The overwhelming studentship has imposed inexplicable administrative pressure on School/University managers demanding for sophisticated knowledge in management and leadership, flexibility, listening skills, tolerance and accommodation of dissent for efficient management of new sets of generational learners and staff.

It only takes a genius and lucky administrator to effectively manage institutional resources; human, material, finances, legal, and technological without systematic managerial training.

In Uganda, academic institution accounting officers are appointed entirely based on their qualifications in the academic regalia and experience. To be appointed a vice-chancellor, one needs to be at least a Ph.D. holder in any academic bias which is nebulous.
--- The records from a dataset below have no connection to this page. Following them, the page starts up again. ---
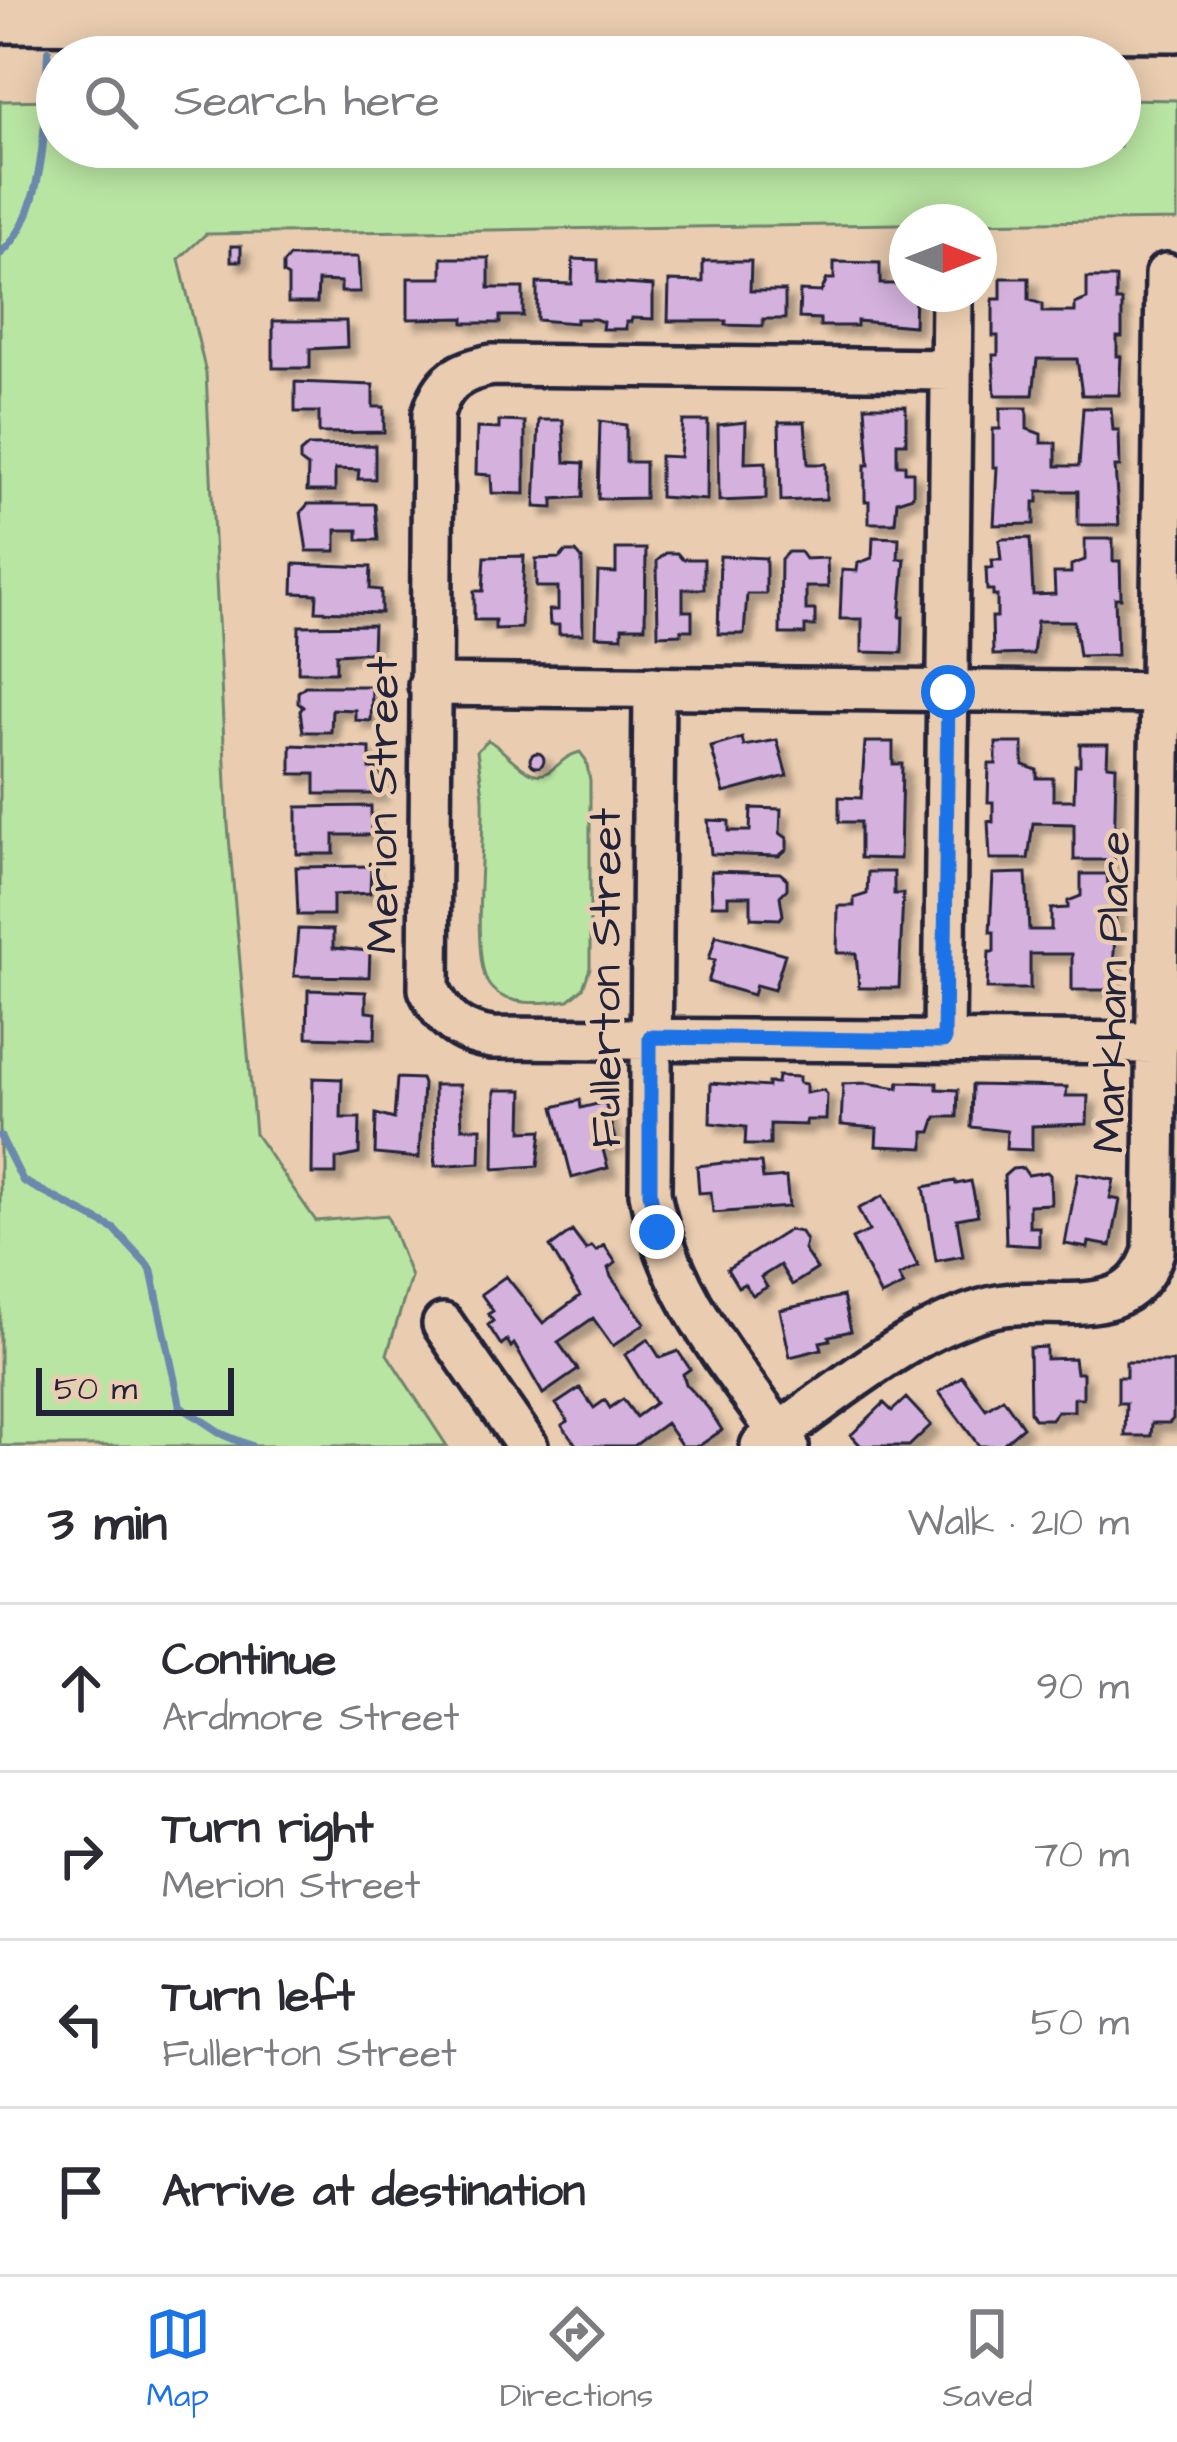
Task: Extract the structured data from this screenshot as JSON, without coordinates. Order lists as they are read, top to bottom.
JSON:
{
  "streets": {
    "street": ["Merion Street", "Fullerton Street", "Markham Place"]
  },
  "crossings": [
    ["Merion Street", "Fullerton Street"],
    ["Merion Street", "Markham Place"],
    ["Fullerton Street", "Markham Place"]
  ],
  "scale_bar": "50 m",
  "north": "right",
  "page": {
    "search": "Search here",
    "scale": "50 m",
    "heading": ["3 min", "Walk · 210 m"],
    "list": [
      ["Continue", "Ardmore Street", "90 m"],
      ["Turn right", "Merion Street", "70 m"],
      ["Turn left", "Fullerton Street", "50 m"],
      "Arrive at destination"
    ],
    "nav": ["Map", "Directions", "Saved"]
  }
}
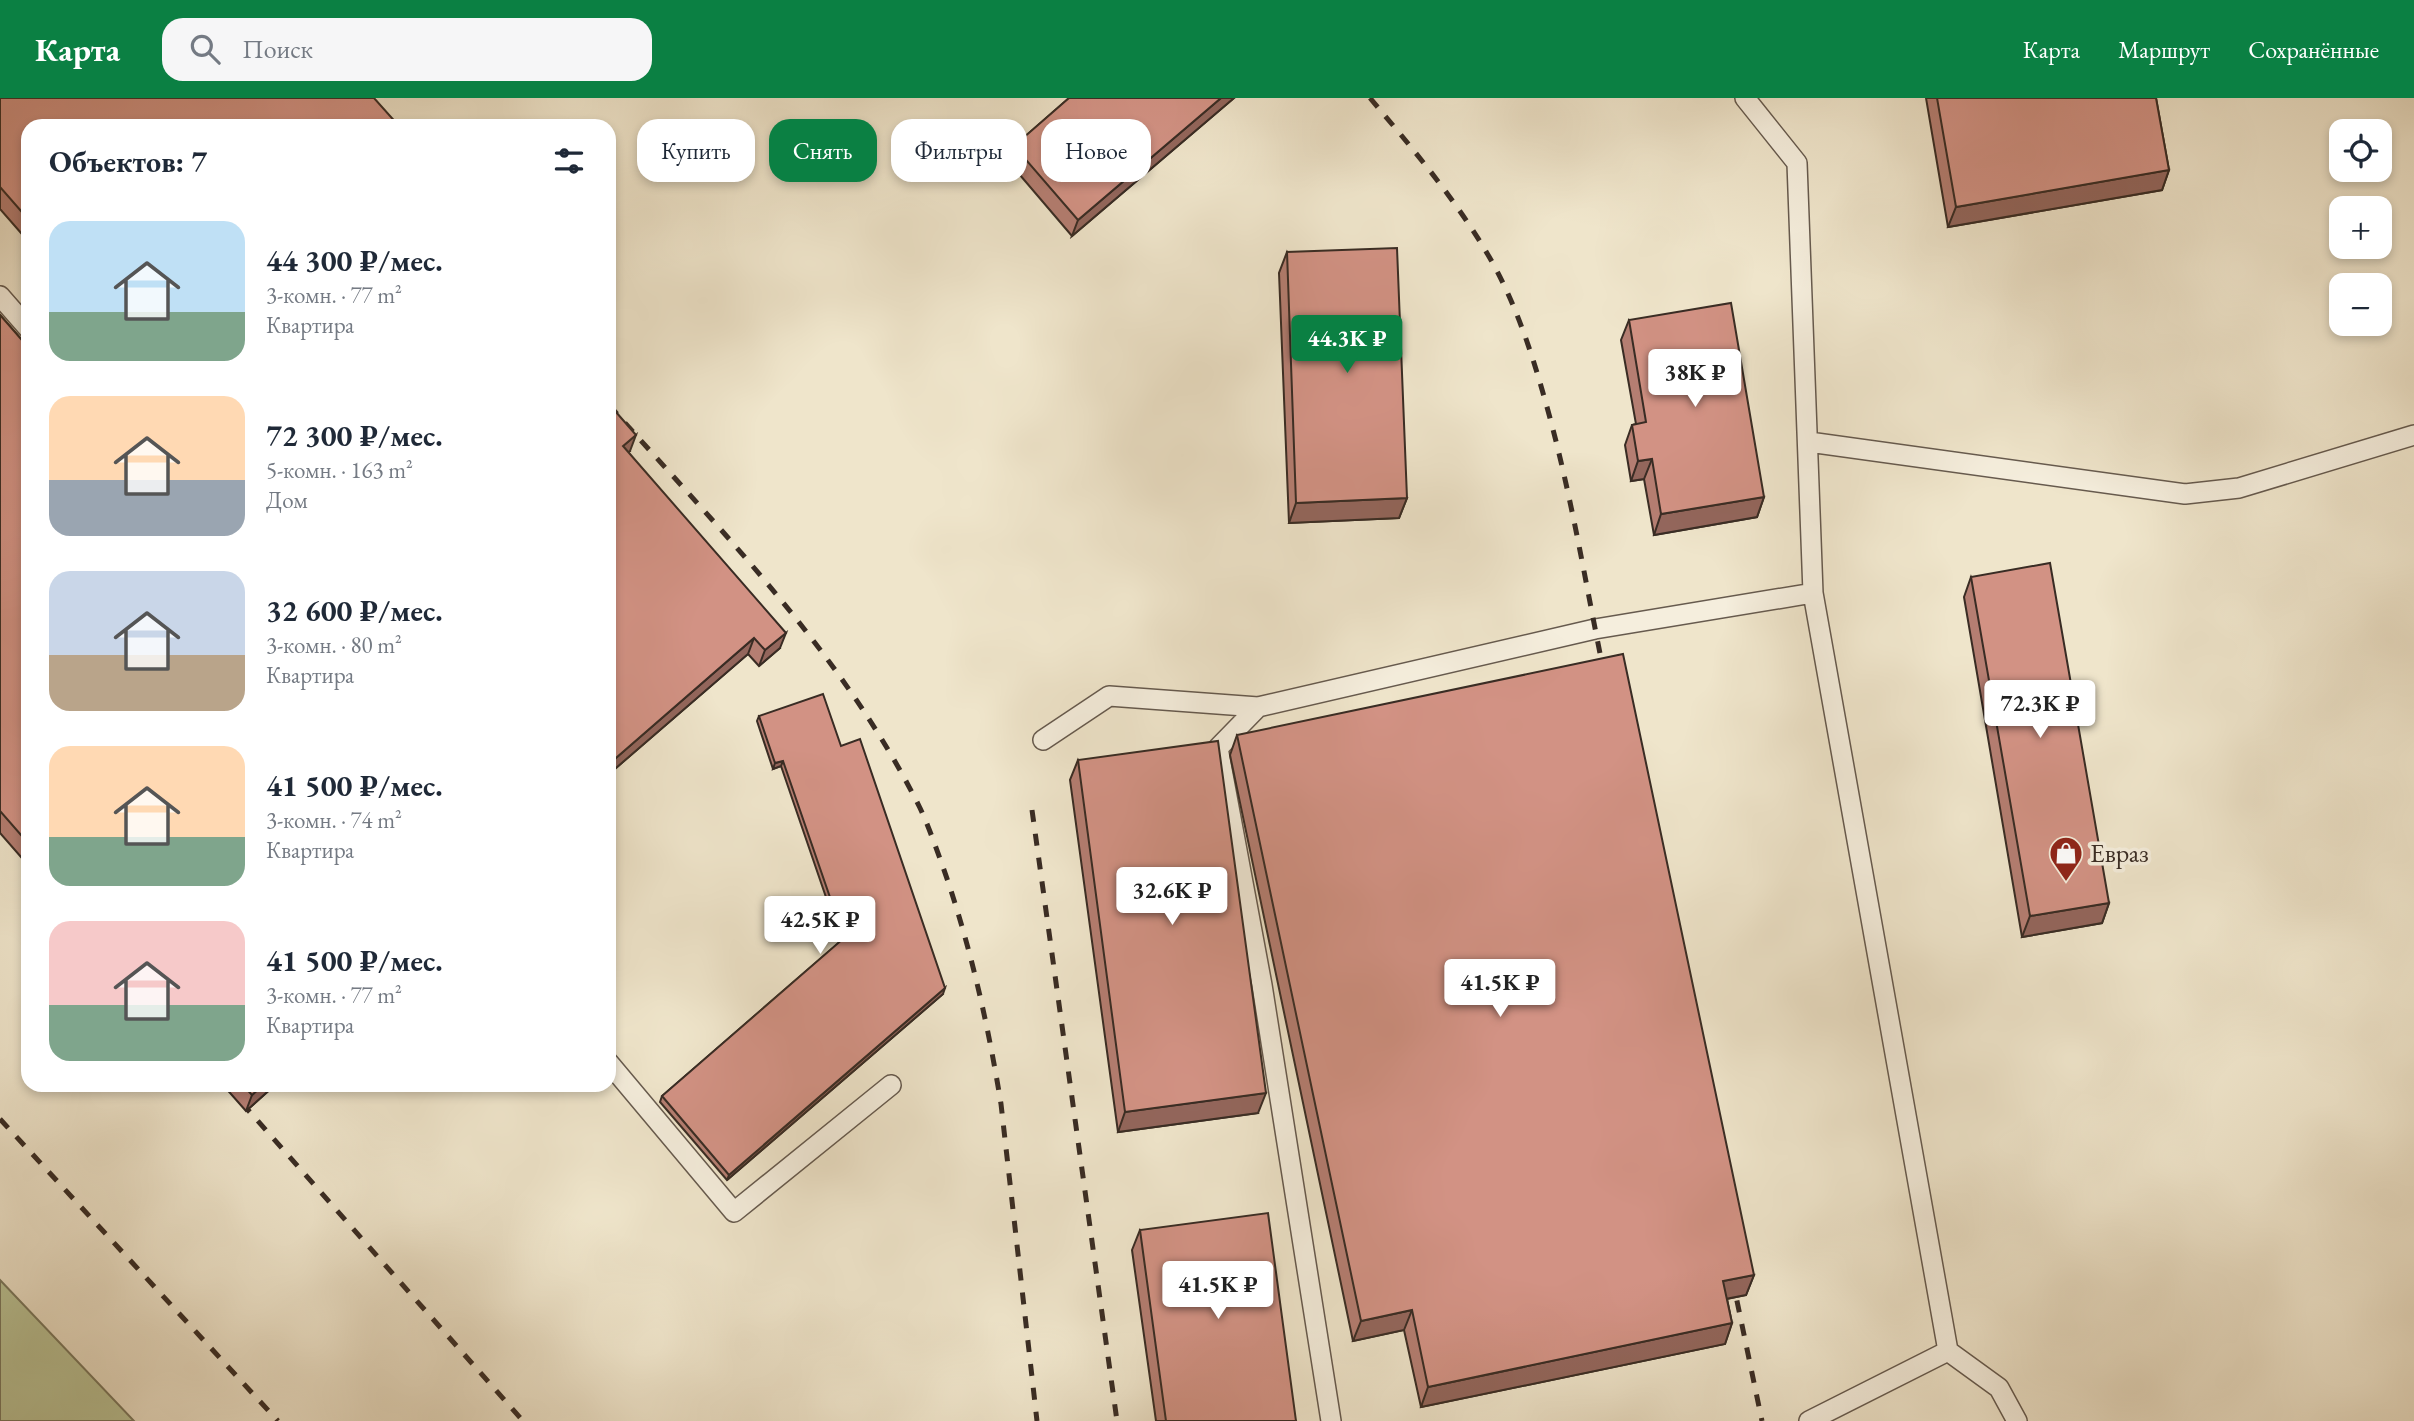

For secondary school Headship, one has to be a master’s degree holder in education with teaching and administrative experience before being shortlisted for interviews and subsequent posting.

Unfortunately, the experience required for academic headship positions across levels of education does not have a specific measurable apparatus to guarantee high-quality product worth promotion; hence ominously insufficient. Although mastering in education management is imperative, it may not sufficiently acquaint a school head with necessary practical leadership skills due to curriculum issues.

Consequently, academic institutions grapple in trial and error syndrome employing individual opinions, guesswork and emotions to make institutional decisions. It has indeed exacerbated and sustained obsolete management systems; extractive institutional politics, administrative indiscipline, and consequently loss of revenue in litigation matters.

Private and Public Schools/Universities annually lose over ten billion shillings to court orders of mandamus, arbitration, misappropriation, wasteful expenditure, or underutilization of resources yet many aggrieved parties choose not to sue.

This has outrageously depleted the value for money in the sector; making the cost of teaching services unreasonably too high; dangling at 4.5 times higher than 1.7 and 1.9 in Senegal and Cote d’Ivoire respectively; shackling the growth of education standing at 7.1%.

The hobbling managerial exhibition by academic administrators across levels has adversely impacted on their staff and students with their non-exemplary behavior; deplorably murdering the competitiveness of Uganda’s economy, giving it a global ranking of 115th out of 141 with 48.9 scores behind Kenya and Rwanda at 95th and 100th positions respectively; placing Uganda’s employees’ productivity rate below average; 38% – a glaring indicator of low learning outcomes.

With specific emphasis, therefore, the ministry of education and sports should, on top of organizing periodical non-formal training, develop a customized one year certificate of professional school/institution management program; designed for Primary, Secondary and University managers.

A contractual employment system should be adopted for teachers and their administrators as a catalyst to stimulate high-quality productivity levels.

An automated evaluation system for Teachers should be established for tracking their cumulative performance and to provide feedback to teachers’ emails periodically – This will facilitate automatic promotion of teachers to ranks of headship and send warning notes to non-performers and sack the adamant ones.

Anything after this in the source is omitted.